As I posted yesterday, I was up at 543 in the morning. Kind of a short sleep when you get home at 2 am. But the way my internal clock works, I don't really have a choice unless I take a sleeping pill. So I got up, started some laundry and went to workout. It was a good workout and I felt the burn and I was sweating when I was done. I got back to the condo and rested a bit, watched one of my favorite movies (High Plains Drifter) and got ready to go out to a party I had been invited to earlier in the week.

I'm getting out and doing, meeting new people and having fun, which I think is important not only for my new life, but for my mental well being. Not sitting around and feeling sorry for myself or worse, waiting for something that might never come.

I went to the party for a few hours, then went home and had some dinner and relaxed for a couple of hours and crashed at 9 oclock. Hit the pillow and fell deep asleep. Gone.

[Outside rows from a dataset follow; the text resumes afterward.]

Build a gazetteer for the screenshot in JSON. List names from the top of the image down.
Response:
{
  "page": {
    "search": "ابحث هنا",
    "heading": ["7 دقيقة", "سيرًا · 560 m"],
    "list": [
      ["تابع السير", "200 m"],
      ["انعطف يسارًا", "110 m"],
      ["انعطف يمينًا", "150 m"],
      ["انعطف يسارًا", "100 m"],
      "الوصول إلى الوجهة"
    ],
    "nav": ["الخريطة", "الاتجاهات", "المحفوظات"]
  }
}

Tomorrow is my weigh in both at home and at the surgeon's office, and I'll probably be posting after I get home tomorrow night.

Lehit!

Saturday, February 19, 2011

Day 40: After Action Report on Friday

So Friday turned out to be a pretty good day after all. No overtime, customers were sensible and sane and I got my walks in at the office. Then I went straight home, changed my clothes and worked out. Instead of doing the heavier weights which really killed my workout routine, I went back to my original weights and did more reps and sets for a longer, more productive workout. I did 5 sets of 15-20 reps for each exercise and I was definitely feeling the burn when I was done. I really had to push through on the last set to complete the set. Then I did 30 minutes on the treadmill, hill profile, level 3 starting at 3.3 miles per hour. I increased speed every 10 minutes so by the time I completed the program, I was doing 3.5 miles per hour. 5 minute cooldown and I felt great after that.

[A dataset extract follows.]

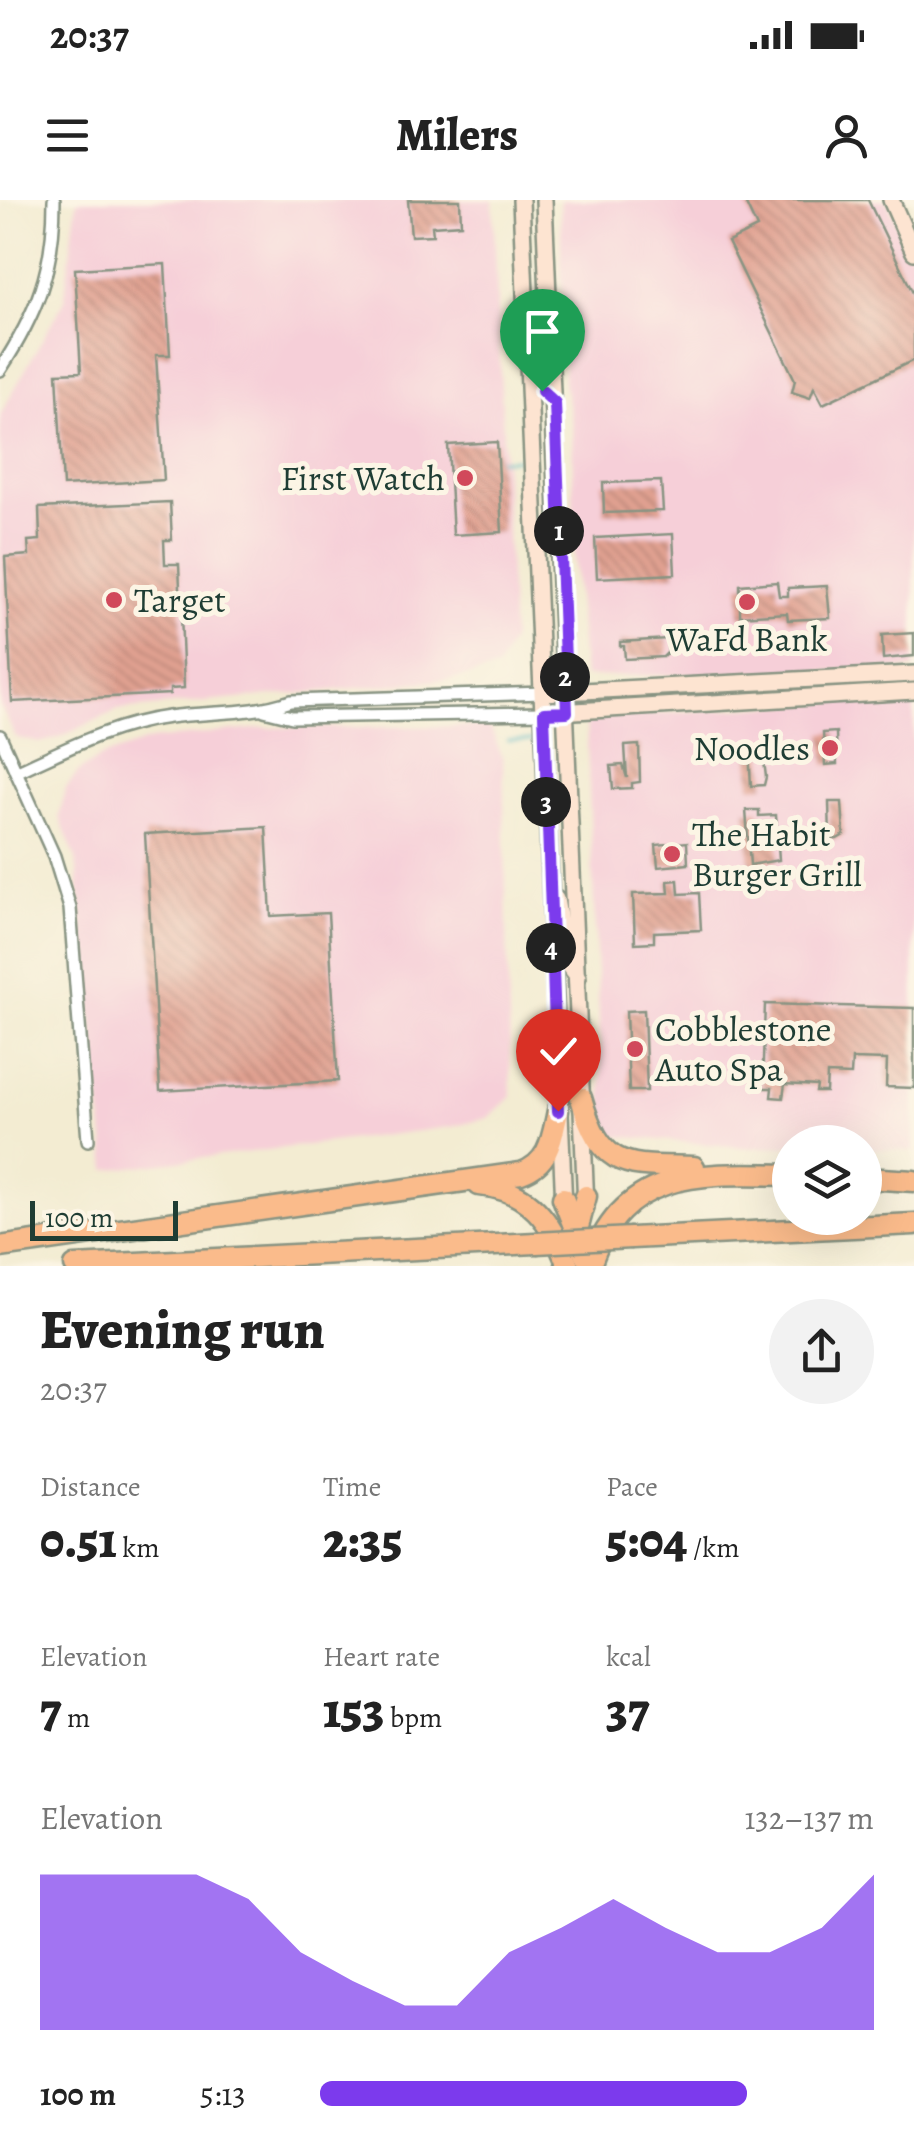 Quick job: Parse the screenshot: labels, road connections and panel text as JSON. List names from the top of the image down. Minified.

I went back to the condo and had some soup for dinner and then relaxed for a while before I got ready to go out to the Karaoke bar. It was pretty dead last night. I sang two of my original 3 songs within an hour of the shows starting and I nailed those songs. Bad to the Bone and It's a Sin are always good crowd pleasers. My third one, Here I go again, that needs some work. God sent me another humbler on that one. My last one, though, Enter Sandman, that had a bunch of pretty women dancing on the floor and (what was left of) the small crowd screaming. It tore up my throat something fierce, though. I think my throat is gonna be sore for at least another day. I was going to do Weekend in New England as well, but it was late after my fourth song and I decided to call it quits and head for home. It was after 2 when I got to bed.

Final thought on yesterday: I got all of my protein and water in yesterday, which felt pretty good.

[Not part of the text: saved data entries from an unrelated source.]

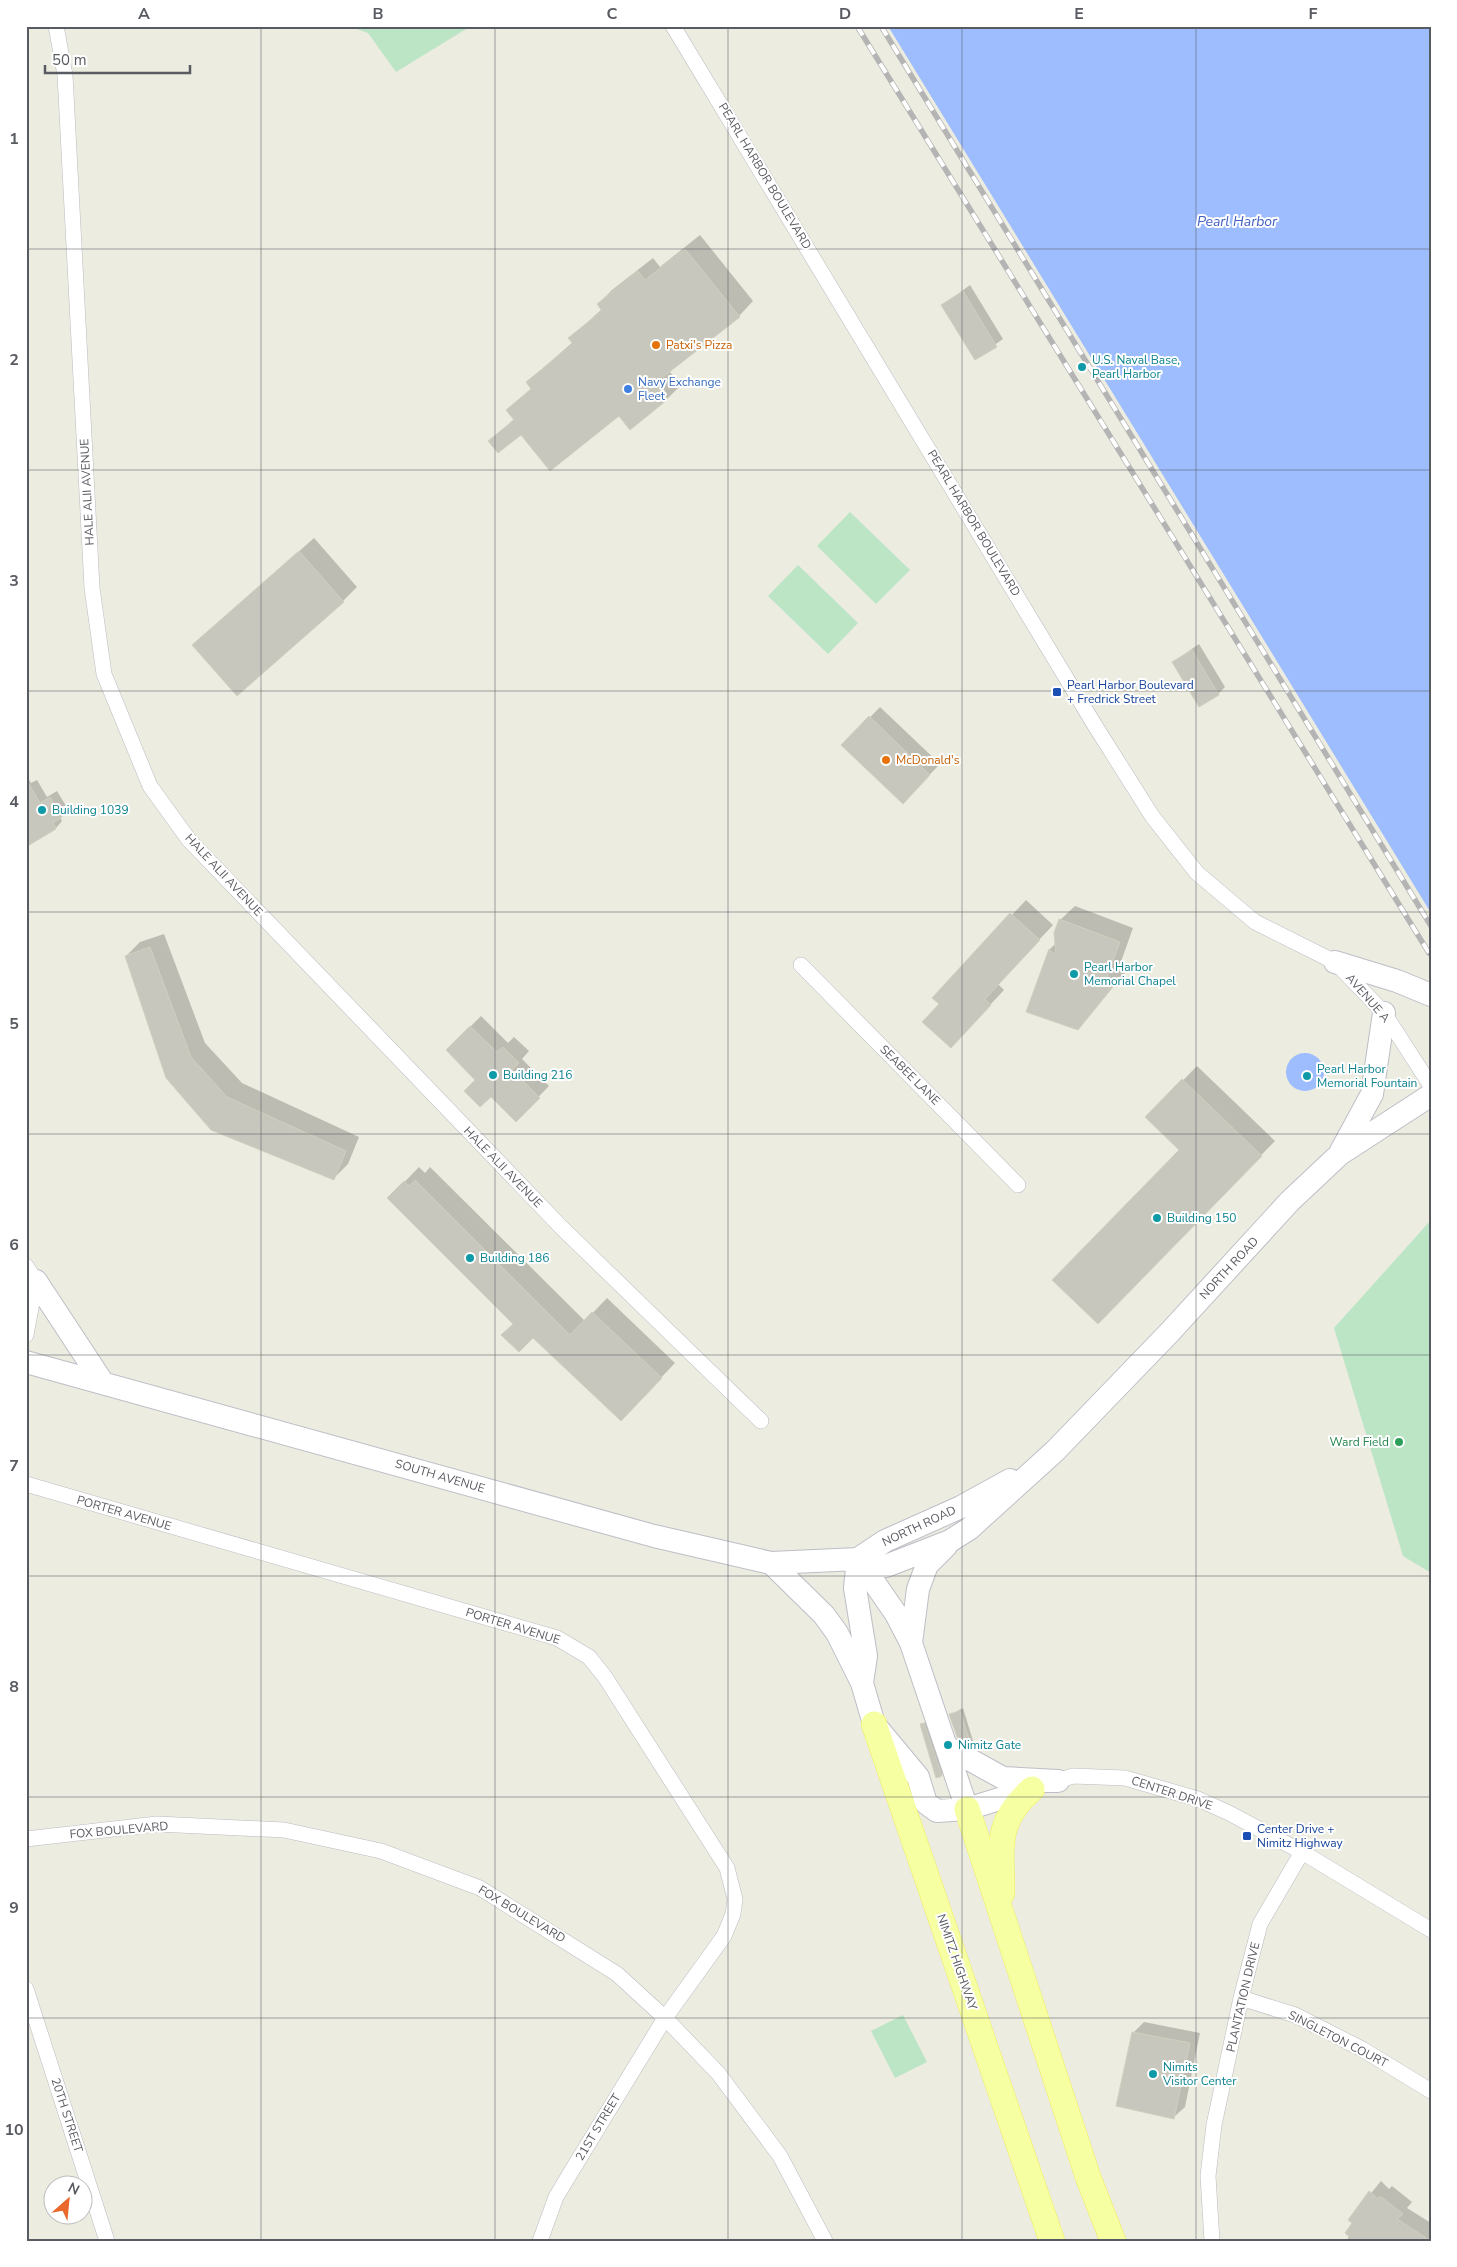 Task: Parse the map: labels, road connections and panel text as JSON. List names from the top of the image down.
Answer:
{
  "streets": {
    "main road": ["NIMITZ HIGHWAY"],
    "street": [
      "PEARL HARBOR BOULEVARD",
      "HALE ALII AVENUE",
      "AVENUE A",
      "SEABEE LANE",
      "NORTH ROAD",
      "SOUTH AVENUE",
      "PORTER AVENUE",
      "CENTER DRIVE",
      "FOX BOULEVARD",
      "PLANTATION DRIVE",
      "SINGLETON COURT",
      "20TH STREET",
      "21ST STREET"
    ]
  },
  "crossings": [
    ["PEARL HARBOR BOULEVARD", "AVENUE A"],
    ["NORTH ROAD", "SOUTH AVENUE"],
    ["SOUTH AVENUE", "NIMITZ HIGHWAY"],
    ["PORTER AVENUE", "FOX BOULEVARD"],
    ["PORTER AVENUE", "21ST STREET"],
    ["CENTER DRIVE", "PLANTATION DRIVE"],
    ["FOX BOULEVARD", "21ST STREET"],
    ["PLANTATION DRIVE", "SINGLETON COURT"]
  ],
  "water": ["Pearl Harbor"],
  "places": {
    "other": [
      "Patxi's Pizza",
      "U.S. Naval Base, Pearl Harbor",
      "Navy Exchange Fleet",
      "McDonald's",
      "Building 1039",
      "Pearl Harbor Memorial Chapel",
      "Building 216",
      "Pearl Harbor Memorial Fountain",
      "Building 150",
      "Building 186",
      "Ward Field",
      "Nimitz Gate",
      "Nimits Visitor Center"
    ],
    "transit": ["Pearl Harbor Boulevard + Fredrick Street", "Center Drive + Nimitz Highway"]
  },
  "scale_bar": "50 m",
  "north": "top right",
  "grid": {
    "columns": [
      "A",
      "B",
      "C",
      "D",
      "E",
      "F"
    ],
    "rows": [
      "1",
      "2",
      "3",
      "4",
      "5",
      "6",
      "7",
      "8",
      "9",
      "10"
    ]
  }
}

I woke up at 543 this morning and could not get back to sleep no matter what. So I decided to get an early start on cleaning my place up after I wrote the blog today. Later this morning I'll be going to workout, maybe a little longer than usual since it is a weekend and I have a day to make up for from earlier in the week.

One quick observation: I've seen where uninformed people think that Weight Loss Surgery is the "easy way" out for weight loss. They ask, "Why don't you just exercise more and eat less?" blah blah blah. For the record, this surgery is not easy. This is a permanent change and you have to change everything permanently. It can't be reversed, we still have to watch what we eat, and we still have to exercise. We lose time from work because of the surgery, we are weakened after the surgery until we heal, and some people have gotten sick from the surgery and their recovery is very difficult. I count myself very lucky that I had such a successful surgery. In some ways, it's actually much harder after having the surgery, because we have to carefully monitor what we eat and how much of it we eat, we have to hydrate constantly to get the necessary water we need, and we have to be careful not to over do our exercise, especially the first six months after surgery. We have to be more disciplined after surgery than someone who hasn't had the surgery. I defy anyone to say that this surgery is an easy way out. It's not easy, but the results are definitely worth it.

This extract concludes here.